Data cleaning script
This example shows how to use uv
for a simple data cleaning script.
# /// script
# requires-python = ">=3.11"
# dependencies = [
# "pandas>=2.0.0",
# "numpy>=1.24.0",
# "loguru>=0.7.0",
# ]
# ///
import pandas as pd
import numpy as np
from loguru import logger
from pathlib import Path
logger.info("Starting data cleaning process")
# Load data
data_path = Path("data/raw/sales_data.csv")

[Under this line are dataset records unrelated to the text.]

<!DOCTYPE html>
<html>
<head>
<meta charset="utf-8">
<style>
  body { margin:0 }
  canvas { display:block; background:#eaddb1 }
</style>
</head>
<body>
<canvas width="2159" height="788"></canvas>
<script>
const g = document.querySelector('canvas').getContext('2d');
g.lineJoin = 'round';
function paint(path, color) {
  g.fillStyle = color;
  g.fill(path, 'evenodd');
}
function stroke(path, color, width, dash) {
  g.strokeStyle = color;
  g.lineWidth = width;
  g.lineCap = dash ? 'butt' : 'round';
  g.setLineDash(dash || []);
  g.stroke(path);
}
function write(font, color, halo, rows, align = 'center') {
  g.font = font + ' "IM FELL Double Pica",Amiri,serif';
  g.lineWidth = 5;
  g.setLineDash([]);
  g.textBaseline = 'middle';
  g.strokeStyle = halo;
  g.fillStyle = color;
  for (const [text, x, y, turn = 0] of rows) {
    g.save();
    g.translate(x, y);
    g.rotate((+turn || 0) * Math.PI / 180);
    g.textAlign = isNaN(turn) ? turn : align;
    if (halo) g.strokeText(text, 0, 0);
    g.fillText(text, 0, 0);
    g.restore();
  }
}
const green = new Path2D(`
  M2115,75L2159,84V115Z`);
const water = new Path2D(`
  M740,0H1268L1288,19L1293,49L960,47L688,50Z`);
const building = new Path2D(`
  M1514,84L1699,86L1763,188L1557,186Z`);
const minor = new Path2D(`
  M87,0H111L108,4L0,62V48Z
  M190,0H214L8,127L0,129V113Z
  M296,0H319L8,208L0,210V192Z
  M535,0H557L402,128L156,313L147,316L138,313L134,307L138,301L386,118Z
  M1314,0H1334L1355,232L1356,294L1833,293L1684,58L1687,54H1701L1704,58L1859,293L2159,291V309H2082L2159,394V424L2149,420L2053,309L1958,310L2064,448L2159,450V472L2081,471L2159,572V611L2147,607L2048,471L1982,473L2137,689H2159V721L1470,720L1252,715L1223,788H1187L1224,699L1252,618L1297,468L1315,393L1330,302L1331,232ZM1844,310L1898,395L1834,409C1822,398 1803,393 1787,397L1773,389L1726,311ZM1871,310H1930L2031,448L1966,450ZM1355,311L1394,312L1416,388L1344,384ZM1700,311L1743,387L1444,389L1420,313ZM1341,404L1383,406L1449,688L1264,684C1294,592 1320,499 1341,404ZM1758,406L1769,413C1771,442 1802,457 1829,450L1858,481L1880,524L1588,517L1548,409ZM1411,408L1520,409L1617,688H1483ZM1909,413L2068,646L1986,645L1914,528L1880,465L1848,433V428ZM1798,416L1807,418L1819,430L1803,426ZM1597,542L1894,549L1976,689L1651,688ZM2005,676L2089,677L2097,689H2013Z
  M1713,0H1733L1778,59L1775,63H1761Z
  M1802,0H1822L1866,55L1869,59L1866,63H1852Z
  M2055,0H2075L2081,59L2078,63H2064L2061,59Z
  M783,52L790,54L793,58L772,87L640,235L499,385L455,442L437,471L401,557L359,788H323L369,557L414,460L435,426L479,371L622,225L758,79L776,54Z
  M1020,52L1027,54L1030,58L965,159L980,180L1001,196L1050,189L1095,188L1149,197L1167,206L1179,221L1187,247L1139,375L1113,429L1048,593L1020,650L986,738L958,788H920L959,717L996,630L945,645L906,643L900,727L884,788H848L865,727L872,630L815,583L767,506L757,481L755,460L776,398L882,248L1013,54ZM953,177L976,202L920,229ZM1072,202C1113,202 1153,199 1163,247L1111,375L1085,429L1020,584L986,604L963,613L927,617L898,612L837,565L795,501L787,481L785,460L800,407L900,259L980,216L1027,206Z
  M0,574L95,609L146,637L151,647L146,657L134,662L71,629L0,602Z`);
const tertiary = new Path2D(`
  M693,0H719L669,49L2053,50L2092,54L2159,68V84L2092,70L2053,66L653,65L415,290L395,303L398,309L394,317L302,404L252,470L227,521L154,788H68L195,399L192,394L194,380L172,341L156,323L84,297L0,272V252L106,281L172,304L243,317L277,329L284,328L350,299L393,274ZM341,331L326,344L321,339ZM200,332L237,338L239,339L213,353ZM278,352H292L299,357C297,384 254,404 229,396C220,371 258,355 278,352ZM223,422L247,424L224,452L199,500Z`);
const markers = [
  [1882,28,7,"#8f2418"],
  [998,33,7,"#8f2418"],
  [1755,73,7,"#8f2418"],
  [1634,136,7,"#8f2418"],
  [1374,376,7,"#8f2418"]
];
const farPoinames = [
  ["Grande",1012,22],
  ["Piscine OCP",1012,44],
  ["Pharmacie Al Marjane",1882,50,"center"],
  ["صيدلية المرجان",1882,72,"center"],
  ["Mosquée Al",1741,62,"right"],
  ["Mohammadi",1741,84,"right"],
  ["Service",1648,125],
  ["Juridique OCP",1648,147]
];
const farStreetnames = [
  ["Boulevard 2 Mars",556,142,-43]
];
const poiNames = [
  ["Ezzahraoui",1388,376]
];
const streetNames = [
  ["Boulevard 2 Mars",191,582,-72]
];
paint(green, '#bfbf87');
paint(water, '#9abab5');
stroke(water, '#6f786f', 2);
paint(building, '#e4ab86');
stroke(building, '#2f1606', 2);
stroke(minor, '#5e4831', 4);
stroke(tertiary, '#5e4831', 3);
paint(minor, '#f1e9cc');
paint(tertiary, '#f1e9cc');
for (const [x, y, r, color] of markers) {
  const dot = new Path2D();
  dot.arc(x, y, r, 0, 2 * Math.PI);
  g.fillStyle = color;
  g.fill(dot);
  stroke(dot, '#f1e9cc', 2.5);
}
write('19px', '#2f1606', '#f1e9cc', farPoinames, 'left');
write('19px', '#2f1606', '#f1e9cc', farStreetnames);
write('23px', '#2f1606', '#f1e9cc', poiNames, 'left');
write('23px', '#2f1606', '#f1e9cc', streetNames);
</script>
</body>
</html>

df = pd.read_csv(data_path)
# Cleaning operations
df = df.dropna()
df["sale_date"] = pd.to_datetime(df["sale_date"])
df["revenue"] = df["quantity"] * df["price"]
# Save cleaned data
output_path = Path("data/processed/sales_data_clean.csv")
output_path.parent.mkdir(parents=True, exist_ok=True)
df.to_csv(output_path, index=False)
logger.info(f"Cleaned data saved to {output_path}")
Exploratory data analysis notebook
This one shows how to use uv
for an exploratory data analysis notebook.
# /// script
# requires-python = ">=3.11"
# dependencies = [
# "pandas>=2.0.0",
# "matplotlib>=3.7.0",
# "seaborn>=0.12.0",
# "scikit-learn>=1.2.0",
# ]
# ///
import pandas as pd
import matplotlib.pyplot as plt
import seaborn as sns
from sklearn.decomposition import PCA
from pathlib import Path
# Load the dataset
data_path = Path("data/processed/customer_data.csv")
df = pd.read_csv(data_path)
# EDA code follows...
Conclusion
For one-off projects, uv
provides an elegant solution that balances simplicity with proper dependency management. By using PEP723-style inline metadata, you can create self-contained scripts and notebooks that are easy to run, share, and reproduce. Whether you're using plain Python scripts, marimo notebooks, or Jupyter notebooks with juv, this approach streamlines your workflow and lets you focus on the analysis rather than environment management.